Tolling effect on limitation periods

Does commencement of mediation interrupt the limitation period for a court or arbitration claim?

According to section 203 of the BGB, the limitation period is suspended for the duration of the mediation proceeding. As soon as the mediation proceeding is terminated, a grace period of three months starts. After the three-months grace period the limitation period continues.

Enforceability of mediation clauses

Is a dispute resolution clause providing for mediation enforceable? What is the legal basis for enforceability?

Mediation clauses are increasingly included in commercial contracts, mainly in the form of multi-tiered clauses. If a mediation clause is included in a contract, the attempt to find a settlement in mediation has been considered as mandatory in few court cases. For example, the Federal Supreme Court decided in 1977 (BGH, 04/07/1977 - II ZR 55/76) ,in 1983 (BGH 23/11/1983 - VIII ZR 197/82) and 1998 (18/11/1998 - VIII ZR 344-97) that the attempt to settle a case is inadmissible if conciliation is agreed in the articles of association of a company or in a contract. In a decision of 2008 (BGH, 29/10/2008 - XII ZR 165/06), the Federal Supreme Court considered a conciliation clause as a precondition to litigation. On the other hand, the Federal Labour Court rendered a decision in 1999 (BAG, 18/05/1999 - 9 AZR 682/98) regarding an agreement to call an ecclesiastic conciliation committee that - in the judges’ view - does not exclude the recourse to litigation. Finally, the District Court of Heilbronn (LG Heilbronn, 10/09/2010 - 4 O 259/09) referred in 2010 to a mediation clause and concluded that the clause cannot be interpreted as a preliminary waiver of action in state courts because mediation can be terminated by the parties at any time. However, the decision of the District Court ofHeilbronn was discussed in the legal literature and considered as fundamentally wrong.

Confidentiality of proceedings

Are mediation proceedings strictly private and confidential?

According to section 4 of the MediationsG, the mediation proceeding is confidential by law for the mediator. The MediationsG does not cover the confidentiality obligation of the parties as well as of experts or other external persons who are included in the mediation proceeding. Such confidentiality must be agreed by separate contracts or explicit confidentiality declarations.

Exceptions to the mediator’s confidentiality obligations are also governed by section 4 of the MediationsG. The disclosure of the content of the mediation proceeding is allowed if:

  • it is necessary for the implementation or enforcement of the settlement agreement;
  • it is necessary for overriding considerations of public policy, in particular when required to ensure the protection of the best interests of children or to prevent harm to the physical or psychological integrity of a person; or
  • the disclosure refers to facts that are obvious or that are not sufficiently important to necessitate their remaining confidential.

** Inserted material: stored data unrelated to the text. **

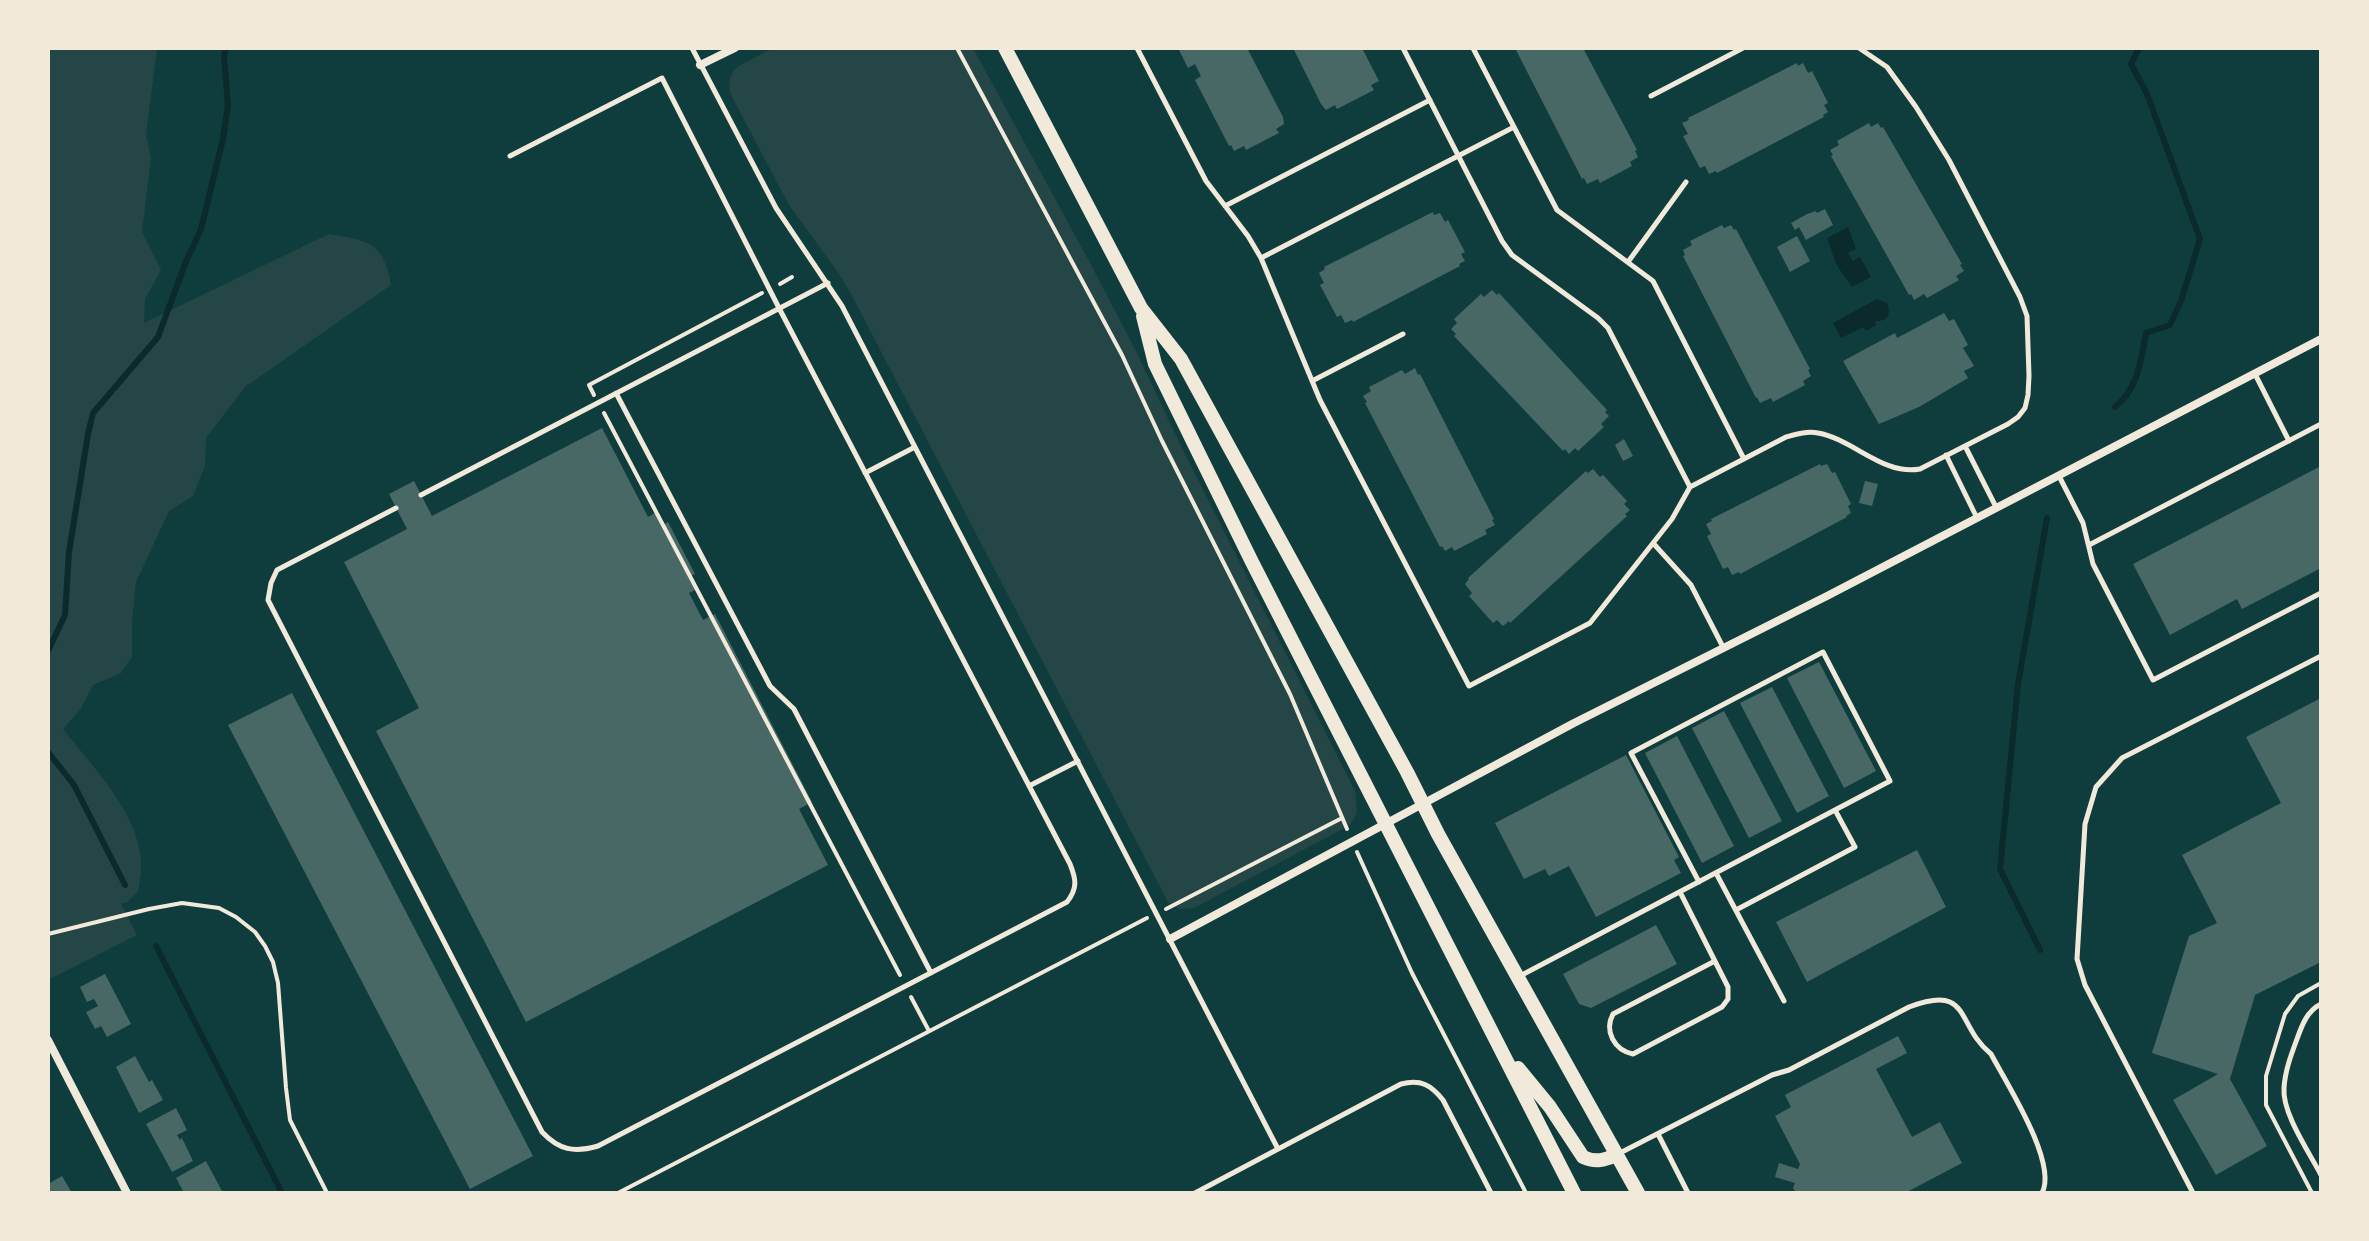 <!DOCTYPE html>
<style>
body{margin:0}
#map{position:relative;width:2369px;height:1241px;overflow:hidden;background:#0f3d3e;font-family:"Source Sans 3",sans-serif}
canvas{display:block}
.frame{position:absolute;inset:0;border:50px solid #f1e9da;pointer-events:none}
</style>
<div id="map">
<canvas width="2369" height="1241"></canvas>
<div class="frame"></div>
</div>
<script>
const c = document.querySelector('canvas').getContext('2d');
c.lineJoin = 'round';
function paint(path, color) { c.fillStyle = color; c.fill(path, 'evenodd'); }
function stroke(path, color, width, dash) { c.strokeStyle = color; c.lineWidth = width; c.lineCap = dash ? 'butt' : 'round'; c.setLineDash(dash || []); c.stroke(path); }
paint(new Path2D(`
 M48,48H157L146,135L151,158L142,232L161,270L145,299L144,323L329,234C369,241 384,242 391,285L245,387L206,438L205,466L193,496L169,511L136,582L132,622V657L121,673L93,685L80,710L63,729C92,766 138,812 141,861C142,871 139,883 138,892L126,903H121L137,935L48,980Z
 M773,48H973L1088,259L1136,351L1181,446L1355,791L1357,813L1350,825L1194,908L1180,909L1168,902L851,294L837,271L789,205L732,97C728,86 728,76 737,67Z`), '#244646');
paint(new Path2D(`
 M1848,227L1856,249L1848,253L1853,261L1860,257L1871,277L1852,287L1836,264L1827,238Z
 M1877,299L1887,303C1892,314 1887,322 1875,321L1876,325L1866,331L1863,327L1841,338L1833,323Z`), '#0a2a2b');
stroke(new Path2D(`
 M2115,407C2138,389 2141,360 2146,333L2170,325L2181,301L2200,239L2147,94L2131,64L2139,48
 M48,651L65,615L69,552L88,434L93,413L158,337L185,264L201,229L223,139L228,106L224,56L226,48
 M48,752L74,785L125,885
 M156,946L282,1193
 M2040,950L2000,869L2018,684L2047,518`), '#0a2a2b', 6);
paint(new Path2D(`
 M1178,48H1247L1283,117L1284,124L1276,129L1279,133L1246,150L1244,146L1234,151L1231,145L1229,146L1195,80L1201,76L1195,64L1188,68Z
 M1293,48H1362L1379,81L1371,85L1374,90L1337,109L1335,105L1326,110L1321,104Z
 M1515,48H1583L1637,150L1635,151L1638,157L1630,162L1632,166L1600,183L1598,179L1587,184L1584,178L1582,179Z
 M1797,63L1798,66L1803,63L1808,73L1812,71L1828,103L1824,105L1828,112L1823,115L1824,117L1717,173L1716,171L1709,174L1705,166L1700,168L1683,136L1688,134L1682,123L1689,120L1688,118Z
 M1869,123L1871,127L1878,123L1881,128L1883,127L1962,264L1960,265L1964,271L1956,276L1959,280L1927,298L1924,294L1914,300L1911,294L1909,295L1831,156L1833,155L1830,150L1839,145L1837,141Z
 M1825,209L1833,225L1806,240L1799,227L1795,230L1791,223L1807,214L1816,211L1817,213Z
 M1433,212L1434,215L1440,213L1445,222L1448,220L1465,252L1461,254L1465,261L1459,264L1460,266L1353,322L1352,320L1345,323L1341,315L1337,317L1320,285L1324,283L1319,273L1325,269L1324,267Z
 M1722,225L1724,228L1731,225L1734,230L1736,229L1810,369L1808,370L1811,376L1803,381L1805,385L1773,402L1771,398L1760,403L1757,397L1756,398L1683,256L1685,255L1683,250L1692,245L1690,241Z
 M1797,236L1810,261L1790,272L1777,247Z
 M1492,290L1497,295L1499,293L1607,410L1605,412L1609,416L1601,424L1604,427L1578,451L1575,448L1569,454L1565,449L1563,451L1454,336L1456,334L1451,329L1457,323L1454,319L1481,294L1484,297Z
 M1944,313L1949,321L1954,319L1968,345L1963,348L1974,366L1964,371L1968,378L1919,407L1879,424L1843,361L1895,333L1897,338Z
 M1415,368L1418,375L1420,374L1494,519L1492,520L1495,525L1485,530L1487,534L1454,551L1452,547L1445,551L1442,546L1440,547L1365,403L1367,402L1363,396L1371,391L1369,387L1402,370L1405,374Z
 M602,428L648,517L655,513L662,526L668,522L695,574L688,577L695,590L689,593L703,620L715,614L812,802L799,809L828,865L526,1022L376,731L419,708L344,562L407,529L389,494L414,481L432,516Z
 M1624,439L1633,456L1623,461L1615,445Z
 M1820,464L1821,466L1827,464L1832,473L1835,472L1851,504L1848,506L1851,513L1846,516L1847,517L1740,574L1739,572L1732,575L1728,567L1723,569L1707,536L1711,534L1706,524L1712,521L1711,519Z
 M2321,466V568L2242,609L2237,599L2170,635L2133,564Z
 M1593,469L1600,477L1603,475L1627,501L1624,504L1630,510L1625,514L1627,516L1510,623L1509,621L1503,626L1497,620L1493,623L1469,596L1472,593L1465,584L1469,579L1468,578L1586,471L1588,473Z
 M1865,481L1878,484L1872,506L1859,503Z
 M1819,662L1876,771L1844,788L1787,678Z
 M1772,687L1829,796L1797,813L1740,703Z
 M292,693L533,1156L470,1189L228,725Z
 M2321,698V962L2255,995L2230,1079L2267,1146L2216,1175L2173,1100L2218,1074L2152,1053L2189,936L2217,923L2182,855L2281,803L2246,737Z
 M1724,711L1782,821L1749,838L1692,728Z
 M1677,736L1734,846L1702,863L1645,753Z
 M1626,755L1679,857L1674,860L1681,873L1596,917L1569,866L1549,876L1545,869L1524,879L1495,823Z
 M1917,850L1946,907L1807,982L1776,922Z
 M1656,925L1677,964L1591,1008L1579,1004L1563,974Z
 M105,974L131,1024L107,1037L101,1026L95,1029L86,1012L98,1006L94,999L87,1002L80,987Z
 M1898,1036L1907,1053L1876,1069L1912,1137L1940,1122L1962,1163L1905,1193H1796L1793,1188L1795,1183L1775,1177L1779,1163L1798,1169L1800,1164L1775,1116L1791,1107L1785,1095Z
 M135,1056L149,1082L152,1080L163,1100L139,1113L116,1067Z
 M176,1108L187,1130L177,1135L180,1140L182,1138L193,1161L172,1172L146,1124Z
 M206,1161L223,1193H184L176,1178Z
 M62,1176L72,1193H48V1184Z`), '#486865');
stroke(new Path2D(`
 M957,48L1122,355L1162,441L1290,694L1347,829
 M780,284L792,277
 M594,395L589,385L762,293
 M604,413L900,975
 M1357,852L1412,973L1526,1193
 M1166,909L1342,818
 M48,934L149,909L182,903L219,908L236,917L255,932L265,946L273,962L278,983L286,1088L290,1120L327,1193
 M911,997L929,1031
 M618,1193L1147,918
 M2312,1193L2266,1105V1076L2285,1014L2298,996L2321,983`), '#f1e9da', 4);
stroke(new Path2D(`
 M692,48L776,208L842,306L1278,1149
 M1137,48L1206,181L1248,236L1261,258L1320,400L1469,686L1590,623L1672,519L1690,487L1786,437C1797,434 1807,431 1818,433C1853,439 1883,476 1920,469L2008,424L2018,417L2025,408L2028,395L2029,376L2027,316L2020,297L1949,160L1916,107L1887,67L1859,48
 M1403,48L1502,241L1512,255L1598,318L1608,328L1690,487
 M1473,48L1557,210L1653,281L1744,459
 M1651,96L1743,48
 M1225,206L1430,100
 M1261,258L1514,127
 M1628,262L1686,182
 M2255,374L2289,441
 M1312,381L1403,334
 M616,393L770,686L794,709L931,973
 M1965,446L1996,507
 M1946,455L1977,518
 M865,473L915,447
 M2059,476L2083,523L2093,564L2153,680L2321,593
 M421,495L828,283
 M396,508L277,570L271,583L268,600L542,1132C559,1150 574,1153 598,1146L1067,902C1078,888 1076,879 1070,864L779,308L662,78L510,156
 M1653,543L1691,585L1723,647
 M2089,545L2321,424
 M1029,786L1078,761
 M1716,873L1784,1001
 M1680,892L1728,987V999L1722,1007L1633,1054C1614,1050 1604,1031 1613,1014L1715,961
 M1736,910L1855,847L1835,810
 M1518,977C1642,911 1766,846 1890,781L1823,652L1631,753L1699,882
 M2321,1004C2307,1011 2302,1025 2297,1039C2291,1055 2285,1071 2284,1088C2282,1113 2309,1152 2321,1175
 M1658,1134L1688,1193
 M1618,1154L1772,1075L1789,1070L1909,1007C1972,983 1955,1025 1991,1054C2007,1084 2058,1163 2042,1193
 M1195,1193L1401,1084C1421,1079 1431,1085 1443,1100L1491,1193
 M2193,1193L2085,985L2077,959L2085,824L2096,787L2122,758L2321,656`), '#f1e9da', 5);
stroke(new Path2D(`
 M700,65L735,48
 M1170,939L1574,723L1827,596L2321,339
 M48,1040L127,1193`), '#f1e9da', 8);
stroke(new Path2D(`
 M1005,48L1141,308L1181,359L1407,772L1438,834L1638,1193
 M1143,316L1155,364L1251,560L1574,1193
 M1518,1068L1550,1107L1583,1157C1596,1163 1604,1160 1617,1155`), '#f1e9da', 14);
</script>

According to section 4, paragraph 1 of the MediationsG in connection with section 383, paragraph 1 No. 6 of the ZPO, all mediators are exempted from the obligation to give evidence in court proceedings or in arbitration. This is applicable for civil cases, however, not for criminal cases. The parties can release the mediator from the duty of confidentiality for civil cases according to section 385, paragraph 2 ZPO, which could lead to the mediator giving evidence in court or arbitration proceedings.

The disclosure of confidential information by the parties or other persons involved in the mediation proceeding depends on the provisions of the confidentiality agreement or on professional regulations, for example, existing for lawyers or tax advisers.

Success rate

What is the likelihood of a commercial mediation being successful?

No detailed statistics regarding mediation proceedings are available due to the confidential nature of these proceedings. The increased use of commercial mediation indicates a certain success of commercial mediation, though.